The grammars recognized are context free and are similar to those expressed in Extended Backus-Naur Form (EBNF).
The object being parsed does not need to be a string. Except for the section on non-strings, the documentation assumes strings are being parsed.
COMPLETE EXAMPLES
The following examples read in two unsigned integers and adds them.
use Parse::Stallion;
my %basic_grammar = (
expression =>
AND('number',
qr/\s*\+\s*/,
'number',
EVALUATION(
sub {return $_[0]->{number}->[0] + $_[0]->{number}->[1]})
),
number => LEAF(qr/\d+/)
);
my $parser = new Parse::Stallion(\%basic_grammar);
my $result = $parser->parse_and_evaluate('7+4');
#$result should contain 11
Using more terse function names:
my %grammar_2 = (
expression =>
A('number',
qr/\s*\+\s*/,
{right_number => 'number'},
E(sub {return $_[0]->{number} + $_[0]->{right_number}})
),
number => L(qr/\d+/)
);
my $parser_2 = new Parse::Stallion(
\%grammar_2, {start_rule => 'expression'});
my $result_2 = $parser_2->parse_and_evaluate('8 + 5');
#$result_2 should contain 13
Reading a grammar from a string instead of functions:
use Parse::Stallion::EBNF; #see documentation on Parse::Stallion::EBNF
my $grammar_3 = 'start = (left.number qr/\s*\+\s*/ right.number)
S{return $_[0]->{left} + $_[0]->{right}}S;
number = qr/\d+/;';
my $parser_3 = ebnf_new Parse::Stallion::EBNF($grammar_3);
my $result_3 = $parser_3->parse_and_evaluate('1 + 6');
#$result_3 should contain 7
RULES
There are 4 rule types: 'LEAF', 'AND', 'OR', and 'MULTIPLE'.

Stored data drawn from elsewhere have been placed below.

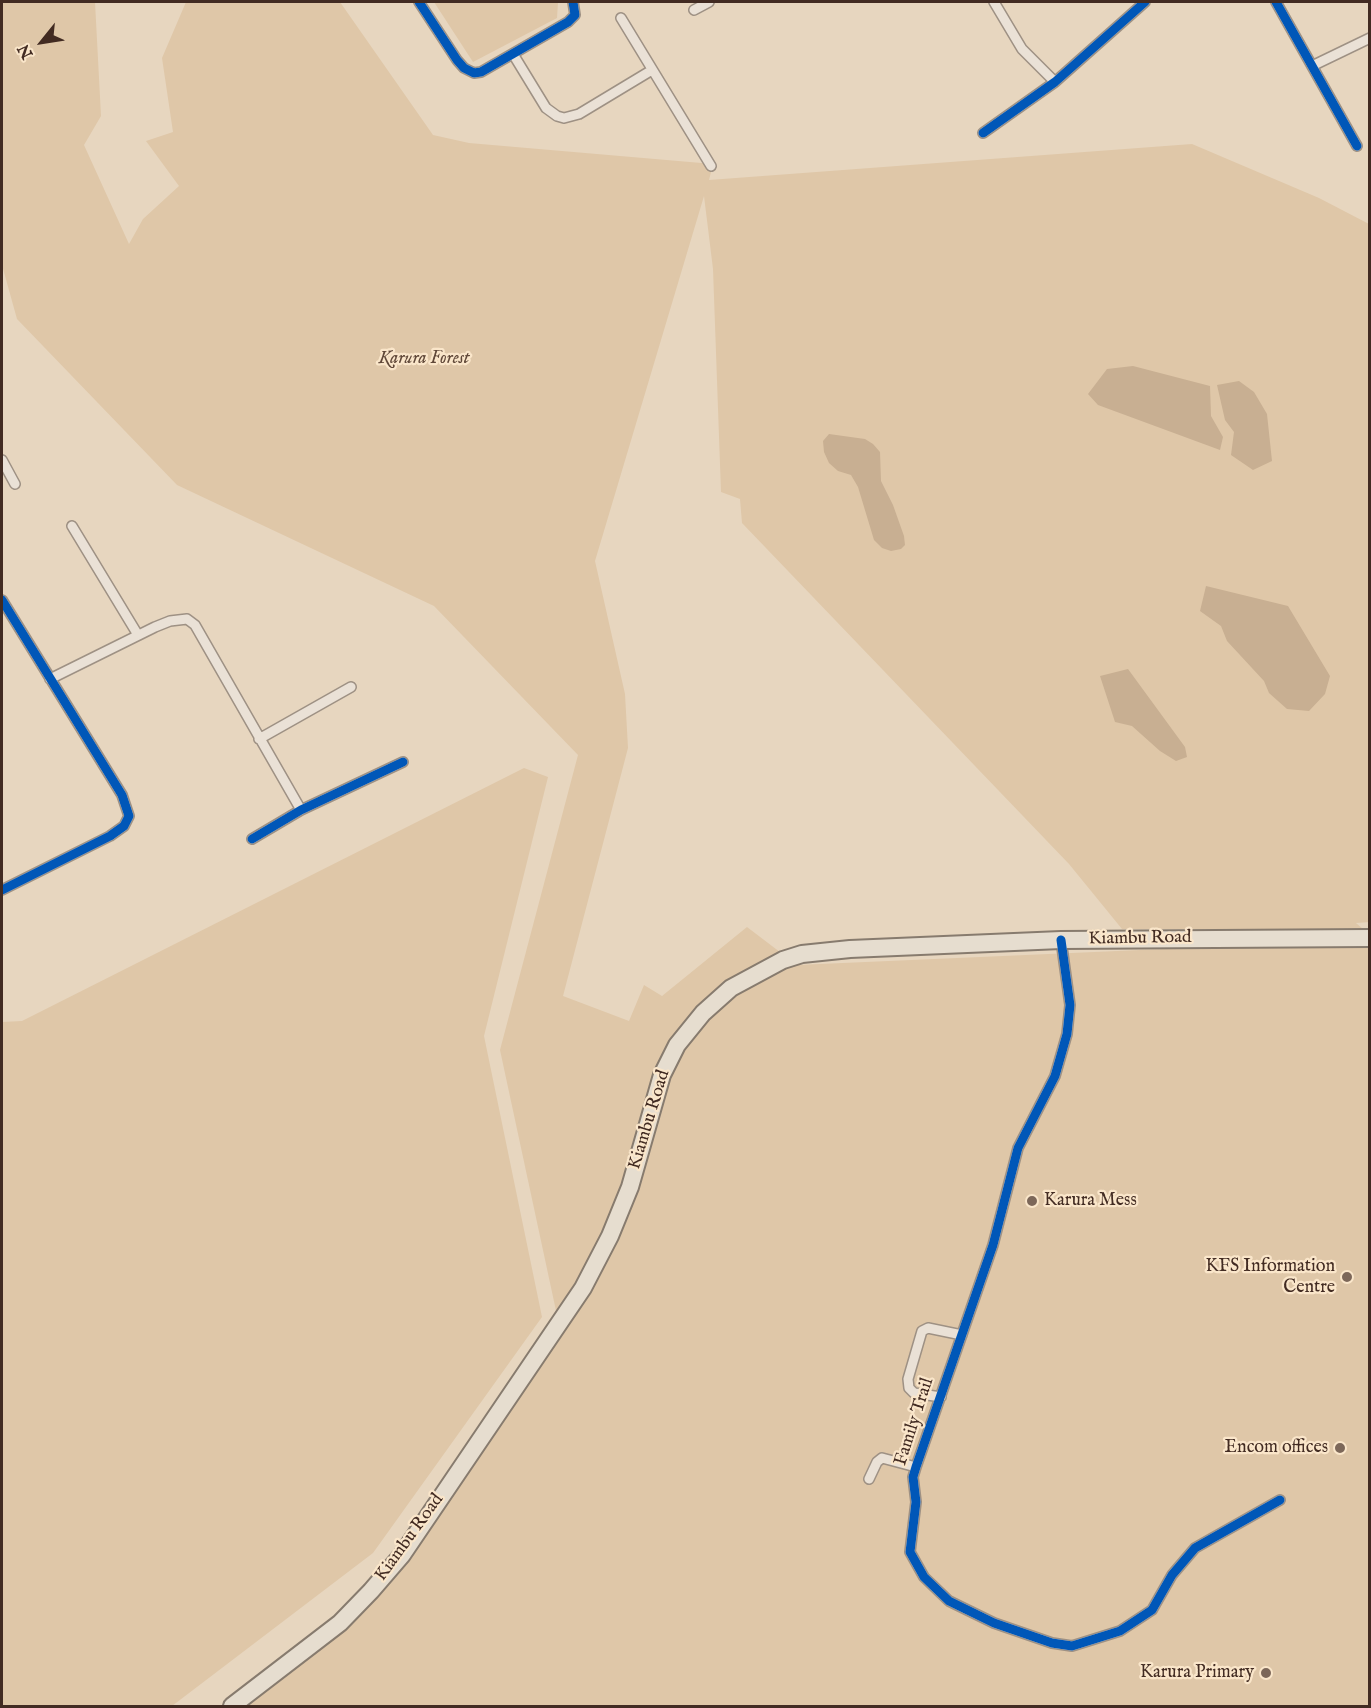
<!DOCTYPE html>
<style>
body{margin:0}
#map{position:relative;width:1371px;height:1708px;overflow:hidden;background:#e7d6bf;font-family:"IM FELL English",serif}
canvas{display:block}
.frame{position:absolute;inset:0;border:3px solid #422b22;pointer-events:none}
.north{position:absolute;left:12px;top:12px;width:60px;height:60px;-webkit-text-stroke:4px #fae6ca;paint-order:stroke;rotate:240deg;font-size:16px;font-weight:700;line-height:24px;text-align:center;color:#422b22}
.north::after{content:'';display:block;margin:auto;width:21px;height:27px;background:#422b22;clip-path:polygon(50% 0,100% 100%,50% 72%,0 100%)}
</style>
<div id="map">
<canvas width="1371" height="1708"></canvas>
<div class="frame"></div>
<div class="north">N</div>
</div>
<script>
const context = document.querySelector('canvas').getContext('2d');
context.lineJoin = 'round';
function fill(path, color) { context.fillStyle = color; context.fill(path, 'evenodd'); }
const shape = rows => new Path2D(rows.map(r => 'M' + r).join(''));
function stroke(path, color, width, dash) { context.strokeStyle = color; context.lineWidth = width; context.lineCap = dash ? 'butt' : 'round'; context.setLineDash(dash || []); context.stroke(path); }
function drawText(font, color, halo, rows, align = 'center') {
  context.font = font + ' "IM FELL English",serif'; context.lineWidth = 4.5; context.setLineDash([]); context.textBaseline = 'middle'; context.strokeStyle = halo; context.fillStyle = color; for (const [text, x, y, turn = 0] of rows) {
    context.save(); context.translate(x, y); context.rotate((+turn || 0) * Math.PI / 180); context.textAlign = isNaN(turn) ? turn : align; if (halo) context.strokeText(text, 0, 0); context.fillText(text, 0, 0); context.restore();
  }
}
fill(shape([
 [2,2,95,2,101,116,84,145,129,244,143,219,179,186,146,141,173,132,162,58,186,2,340,2,433,135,469,143,713,164,709,180,1192,144,1319,198,1369,224,1370,922,1356,923,1363,929,1122,929,1069,864,742,523,740,499,721,492,713,269,704,196,595,561,625,694,628,748,563,996,629,1021,644,985,662,996,747,927,797,965,1369,940,1369,1706,225,1706,393,1573,561,1334,500,1050,578,755,434,606,177,485,17,319,2,265],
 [434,2,558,2,557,18,473,62],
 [524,768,548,777,484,1036,542,1317,373,1553,172,1706,2,1706,2,1022,22,1021]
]), '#dfc7a8');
fill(shape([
 [1133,366,1210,386,1211,416,1223,437,1220,450,1098,405,1088,394,1107,369],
 [1239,381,1254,392,1267,414,1272,461,1253,470,1231,455,1234,432,1225,420,1217,385],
 [829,434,865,439,873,444,880,452,881,481,893,505,904,536,905,545,901,549,891,551,882,548,874,540,858,487,851,475,838,471,829,463,824,452,823,441],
 [1206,586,1288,606,1330,676,1325,694,1309,711,1287,709,1269,693,1264,681,1227,641,1221,626,1200,611],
 [1128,669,1185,747,1187,757,1176,761,1160,751,1132,726,1115,722,1100,676]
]), '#c8af92');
const street = shape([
 [419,2,457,60,464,68,474,73,481,72,568,22,575,15,573,2],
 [994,2,1022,49,1055,82],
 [1276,2,1357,146],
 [694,10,709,2],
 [621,18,711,166],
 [513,54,546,108,557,116,564,118,579,114,652,70],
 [1312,66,1370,38],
 [983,133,1055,82,1145,2],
 [2,460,15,484],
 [72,526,138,635],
 [2,600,122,795,129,816,124,826,110,836,2,890],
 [50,679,155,627,170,621,187,619,195,625,301,810],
 [259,739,351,687],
 [252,839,301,810,403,762],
 [1061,940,1070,1005,1067,1034,1055,1076,1018,1148,993,1245,916,1467,913,1477,916,1502,910,1552,924,1577,949,1601,994,1623,1052,1643,1072,1646,1120,1631,1152,1610,1172,1575,1195,1548,1280,1500],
 [941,1397,914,1393,909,1388,908,1379,922,1331,928,1328,962,1335],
 [869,1479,877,1462,882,1458,916,1467]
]);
const highway = shape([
 [232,1706,340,1623,371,1591,402,1555,583,1288,610,1236,630,1187,662,1075,677,1045,703,1013,731,988,783,960,802,954,850,949,1061,940,1370,938]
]);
stroke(street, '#9e9184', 12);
stroke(highway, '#877b6e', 20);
stroke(street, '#eae1d6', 9);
stroke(highway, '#e6ddcf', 16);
stroke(shape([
 [419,2,457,60,464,68,474,73,481,72,568,22,575,15,573,2],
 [1276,2,1357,146],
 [983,133,1055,82,1145,2],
 [2,600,122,795,129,816,124,826,110,836,2,890],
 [252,839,301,810,403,762],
 [1061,940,1070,1005,1067,1034,1055,1076,1018,1148,993,1245,916,1467,913,1477,916,1502,910,1552,924,1577,949,1601,994,1623,1052,1643,1072,1646,1120,1631,1152,1610,1172,1575,1195,1548,1280,1500]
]), '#0057b8', 9);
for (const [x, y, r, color] of [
 [1032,1201,6,"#7c6759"],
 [1347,1277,6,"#7c6759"],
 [1340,1448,6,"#7c6759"],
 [1266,1673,6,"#7c6759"]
]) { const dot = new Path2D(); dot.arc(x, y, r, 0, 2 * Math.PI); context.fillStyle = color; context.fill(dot); stroke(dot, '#fae6ca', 2); }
drawText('italic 18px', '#604839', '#fae6ca', [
 ["Karura Forest",424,359]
]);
drawText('18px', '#422b22', '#fae6ca', [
 ["Kiambu Road",1140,939,-1],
 ["Kiambu Road",650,1120,-73],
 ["Family Trail",915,1422,-72],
 ["Kiambu Road",410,1538,-54]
]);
drawText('18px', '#422b22', '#fae6ca', [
 ["Karura Mess",1044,1201,"left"],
 ["KFS Information",1335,1267],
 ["Centre",1335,1288],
 ["Encom offices",1328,1448],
 ["Karura Primary",1254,1673]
], 'right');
</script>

Parsing begins from the start rule, if the 'start_rule' parameter is omitted, the rule which is not a subrule is used as the start rule. The start rule can be of any type, though if the start rule is a 'LEAF', the grammar is essentially just a regular expression.
After a successful parse, the external nodes correspond to the substrings that the 'LEAF' rules matched; the other rule types correspond to the internal nodes.
LEAF
A 'LEAF' rule contains a regexp that must match the input string starting from the current position. During parsing, when a 'LEAF' matches, the parser's position is moved to the end of the match. The matched value is stored in the parse tree. The text LEAF is optional, regexp's are assumed to be leaves.
One may use the keyword TOKEN or TERMINAL instead of LEAF.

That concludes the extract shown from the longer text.